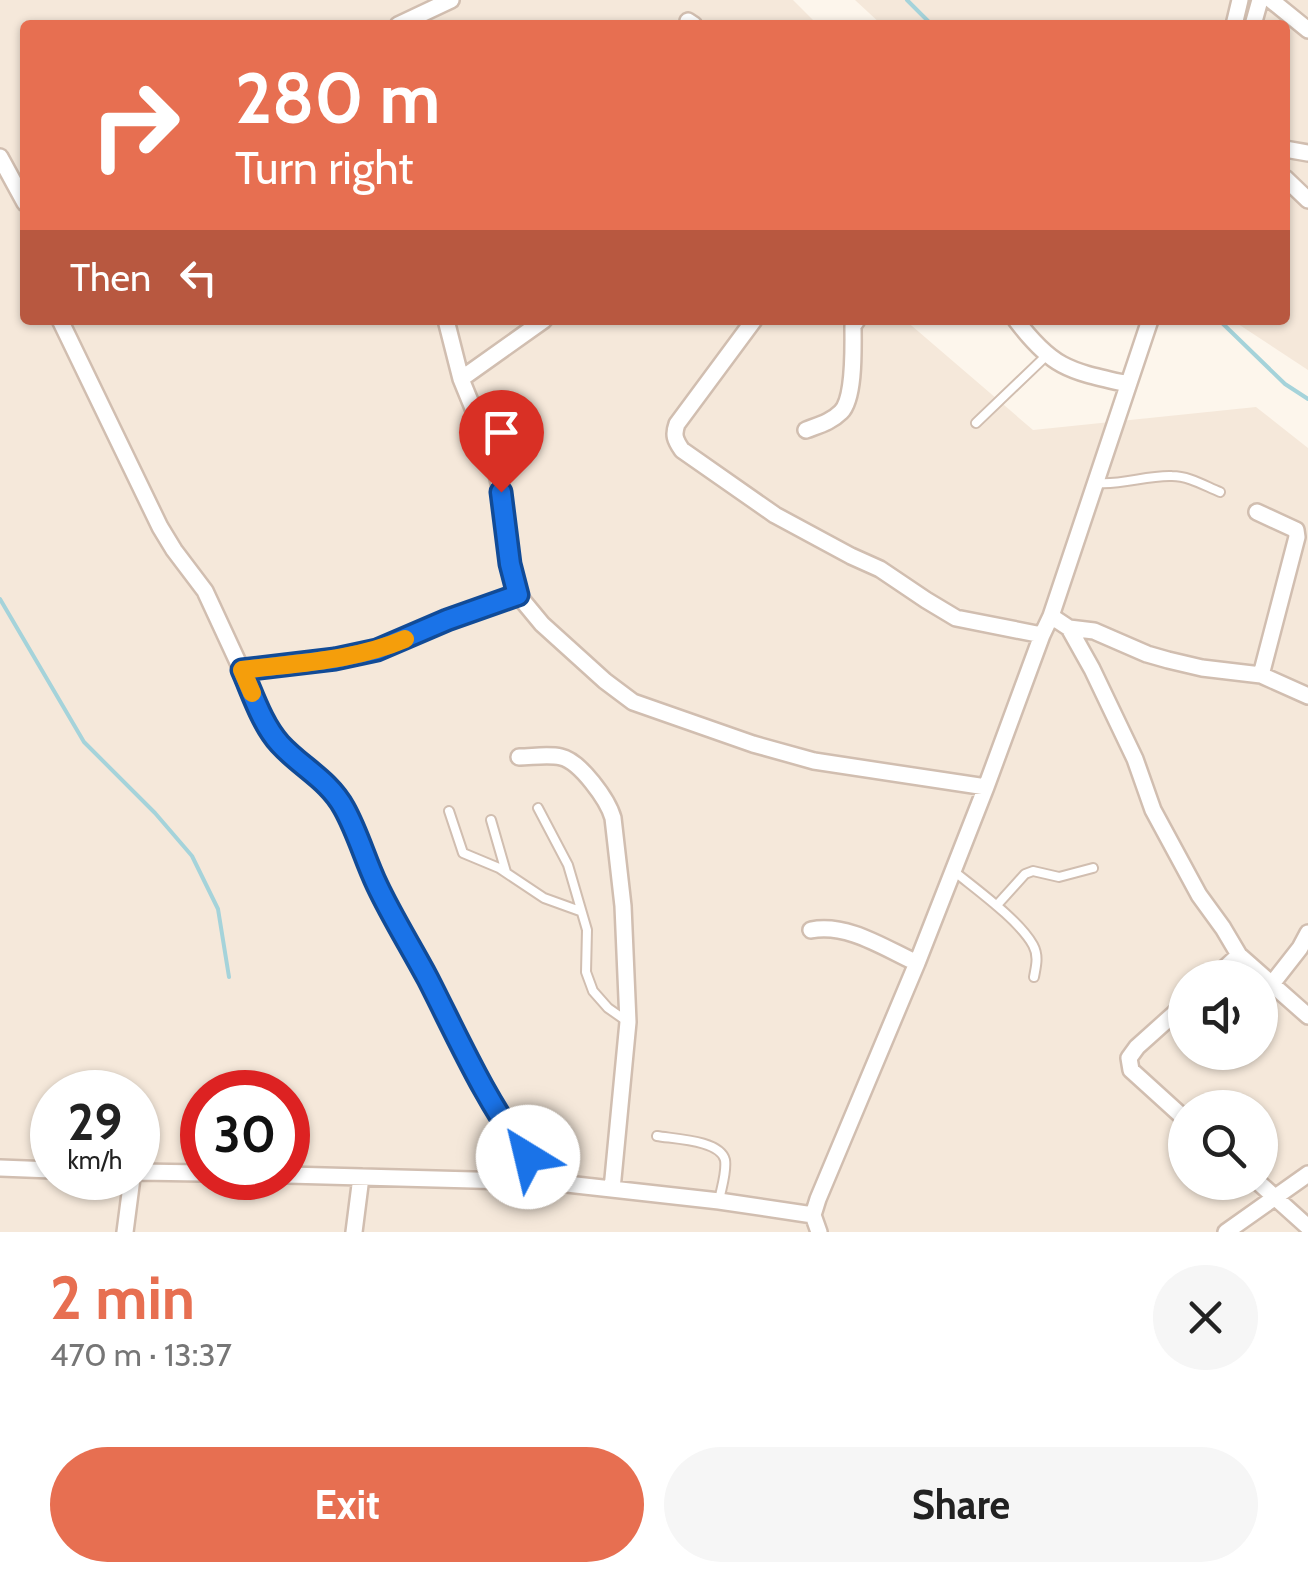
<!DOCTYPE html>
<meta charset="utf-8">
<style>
body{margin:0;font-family:Cabin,sans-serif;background:#f6f6f6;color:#222;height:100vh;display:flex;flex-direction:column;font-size:38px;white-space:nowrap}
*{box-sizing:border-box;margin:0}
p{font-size:32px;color:#767676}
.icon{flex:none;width:55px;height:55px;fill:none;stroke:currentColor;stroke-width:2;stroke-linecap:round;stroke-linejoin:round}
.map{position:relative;height:1232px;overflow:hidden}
.side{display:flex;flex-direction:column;background:#fff;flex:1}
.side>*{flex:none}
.hud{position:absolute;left:20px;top:20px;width:1270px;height:305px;border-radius:10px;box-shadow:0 2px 8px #0004;background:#e76f51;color:#fff;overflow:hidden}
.fabs{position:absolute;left:1168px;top:960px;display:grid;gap:20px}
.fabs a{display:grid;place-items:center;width:110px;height:110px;border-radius:50%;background:#fff;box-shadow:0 2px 8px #0004;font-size:50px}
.speed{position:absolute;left:30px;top:1070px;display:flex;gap:20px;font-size:50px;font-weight:700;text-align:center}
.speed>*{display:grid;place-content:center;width:130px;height:130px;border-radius:50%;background:#fff;box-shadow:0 2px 8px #0004;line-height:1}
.speed small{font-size:25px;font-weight:400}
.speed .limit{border:15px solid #d22;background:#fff;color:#111}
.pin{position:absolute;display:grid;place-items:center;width:85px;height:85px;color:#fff;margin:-102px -42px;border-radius:50% 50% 50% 0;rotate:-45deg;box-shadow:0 0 10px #0007}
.pin .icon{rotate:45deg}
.me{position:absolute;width:110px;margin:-55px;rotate:324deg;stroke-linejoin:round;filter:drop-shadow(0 0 8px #0008)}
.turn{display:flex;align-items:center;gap:35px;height:210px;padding:0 50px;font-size:45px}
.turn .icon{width:130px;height:130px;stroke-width:2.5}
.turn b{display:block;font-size:70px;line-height:85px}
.then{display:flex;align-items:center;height:95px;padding:0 50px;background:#0003;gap:20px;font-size:38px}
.round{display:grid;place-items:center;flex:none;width:105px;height:105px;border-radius:52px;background:#f6f6f6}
.overview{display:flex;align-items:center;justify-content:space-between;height:170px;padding:0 50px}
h1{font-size:60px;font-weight:800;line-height:75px;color:#e76f51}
.action{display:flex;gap:20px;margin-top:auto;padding:20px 50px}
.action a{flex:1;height:115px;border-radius:60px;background:#e76f51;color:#fff;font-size:40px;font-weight:800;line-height:115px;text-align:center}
.action a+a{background:#f6f6f6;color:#222}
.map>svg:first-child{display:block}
.residential{fill:#f5e8da;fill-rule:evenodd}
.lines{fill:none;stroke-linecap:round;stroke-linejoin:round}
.stream{stroke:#a5d3da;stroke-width:4}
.service-casing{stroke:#d1beb0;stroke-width:12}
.minor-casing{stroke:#d1beb0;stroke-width:20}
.service{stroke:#fff;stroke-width:8}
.minor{stroke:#fff;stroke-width:15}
.route-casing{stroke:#114b97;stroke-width:25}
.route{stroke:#1a73e8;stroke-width:18}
.slow{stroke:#f59e0b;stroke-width:18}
</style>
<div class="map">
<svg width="1308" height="1232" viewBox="0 0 1308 1232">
<rect width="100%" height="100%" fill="#fdf6ec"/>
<path class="residential" d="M0,0H793L818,25H25V320H905L1033,430L1256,407L1308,448V1232H0ZM1185,978H1260V1052H1185ZM52,1092H138V1178H52ZM202,1092H288V1178H202ZM1185,1108H1260V1182H1185Z
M855,0H1308V370L1232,320H1285V25H882Z"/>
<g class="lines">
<path class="stream" d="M907,0L932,25
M1219,320L1285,384L1308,399
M0,599L84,742L155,813L192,856L218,909L229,977"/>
<defs>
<path id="service" d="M976,423L1046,356
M1098,483C1123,485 1147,475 1172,476C1189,476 1205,486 1220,492
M538,808L568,865L587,930L586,972L593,991L608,1008L628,1022
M449,811L463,853L499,868L544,898L580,911
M491,820L506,872
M955,872C977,890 1019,920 1033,945C1039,956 1036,966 1034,977
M997,905L1025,874L1033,871L1059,877L1093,868
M657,1136C674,1139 720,1140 725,1160C727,1172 721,1189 719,1201"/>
<path id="minor" d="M1271,0L1308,30
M688,21L694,25
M398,25L451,0
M1234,25L1240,0
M1253,25L1260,0
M1285,149L1308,153
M0,157L25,203
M1285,178L1308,200
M60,320L160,527L174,550L205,591L268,727L281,745L324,780L342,803L365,854L375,882L428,979L473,1072L509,1131L549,1182
M446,320L461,379L493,457L501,492L510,564L518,595L542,624L605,681L633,702L753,744L814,761L986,787
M754,320L677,424C673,435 675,440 682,450L775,515L851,556L880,569L926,600L956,618L1042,635
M1016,320C1053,369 1070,371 1128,384
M461,379L544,320
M806,430C819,425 831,422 841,412C855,398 853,347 853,326L857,320
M1257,512L1296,530L1297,537L1261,675
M1051,616L1069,628L1092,669L1135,759L1153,810L1199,895L1223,928L1239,955L1308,1016
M1069,628L1094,631L1147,654L1168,660L1202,668L1261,675L1308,696
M242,670L335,659L377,650L447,620L518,595
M519,757C532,757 548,754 561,757C580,761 608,800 613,818L623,906L628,1022L612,1189
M811,930C848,923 884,948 917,963
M1214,978L1239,955
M1271,985L1300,948L1308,933
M1185,1004L1137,1047L1129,1058L1131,1070L1185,1119
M0,1168L52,1170
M138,1172L202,1173
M288,1175L549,1182L719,1201L813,1215
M1258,1182L1308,1227
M125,1232L132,1178
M354,1232L361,1177
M819,1232L813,1215L818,1199L917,963L986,787L1042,635L1051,616L1150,320
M1226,1232L1308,1174"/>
</defs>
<use href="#service" class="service-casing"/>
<use href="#minor" class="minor-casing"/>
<use href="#service" class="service"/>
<use href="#minor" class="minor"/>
</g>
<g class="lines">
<defs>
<path id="route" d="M501,492L510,564L518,595L447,620L377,650L335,659L242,670C253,695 262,724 280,744C301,767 329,780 344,808C358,833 365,860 377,885C392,917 411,947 428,979C459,1040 486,1102 528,1157"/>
</defs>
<use href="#route" class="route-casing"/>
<use href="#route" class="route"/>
<path class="slow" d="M252,693L242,670C297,663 354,661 405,639"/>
</g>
</svg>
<div class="fabs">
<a><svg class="icon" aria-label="sound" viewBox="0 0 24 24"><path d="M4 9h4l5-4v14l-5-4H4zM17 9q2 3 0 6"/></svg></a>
<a><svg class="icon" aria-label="search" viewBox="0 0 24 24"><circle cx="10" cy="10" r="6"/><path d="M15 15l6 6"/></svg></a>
</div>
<div class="speed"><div>29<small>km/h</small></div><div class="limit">30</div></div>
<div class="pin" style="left:501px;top:492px;background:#d93025"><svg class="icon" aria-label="arrive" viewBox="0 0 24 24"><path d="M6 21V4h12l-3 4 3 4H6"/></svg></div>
<svg class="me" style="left:528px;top:1157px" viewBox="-20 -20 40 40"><circle r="19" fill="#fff"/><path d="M0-13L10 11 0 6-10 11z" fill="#1a73e8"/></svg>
<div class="hud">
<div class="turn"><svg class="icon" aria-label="right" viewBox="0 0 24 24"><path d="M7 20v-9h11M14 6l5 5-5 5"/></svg><div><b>280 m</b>Turn right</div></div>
<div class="then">Then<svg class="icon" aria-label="left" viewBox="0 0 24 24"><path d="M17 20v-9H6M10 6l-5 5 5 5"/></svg></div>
</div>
</div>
<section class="side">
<div class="overview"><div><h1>2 min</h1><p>470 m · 13:37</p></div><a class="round"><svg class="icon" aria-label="close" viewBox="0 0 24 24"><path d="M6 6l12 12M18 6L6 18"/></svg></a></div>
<div class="action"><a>Exit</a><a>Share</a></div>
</section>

══════════

→ **DESCRIPTION OF THE TASK**: Across the material, how many lines contain the word "absolute"? Only the number is wanted.

→ **RESPONSE**: 5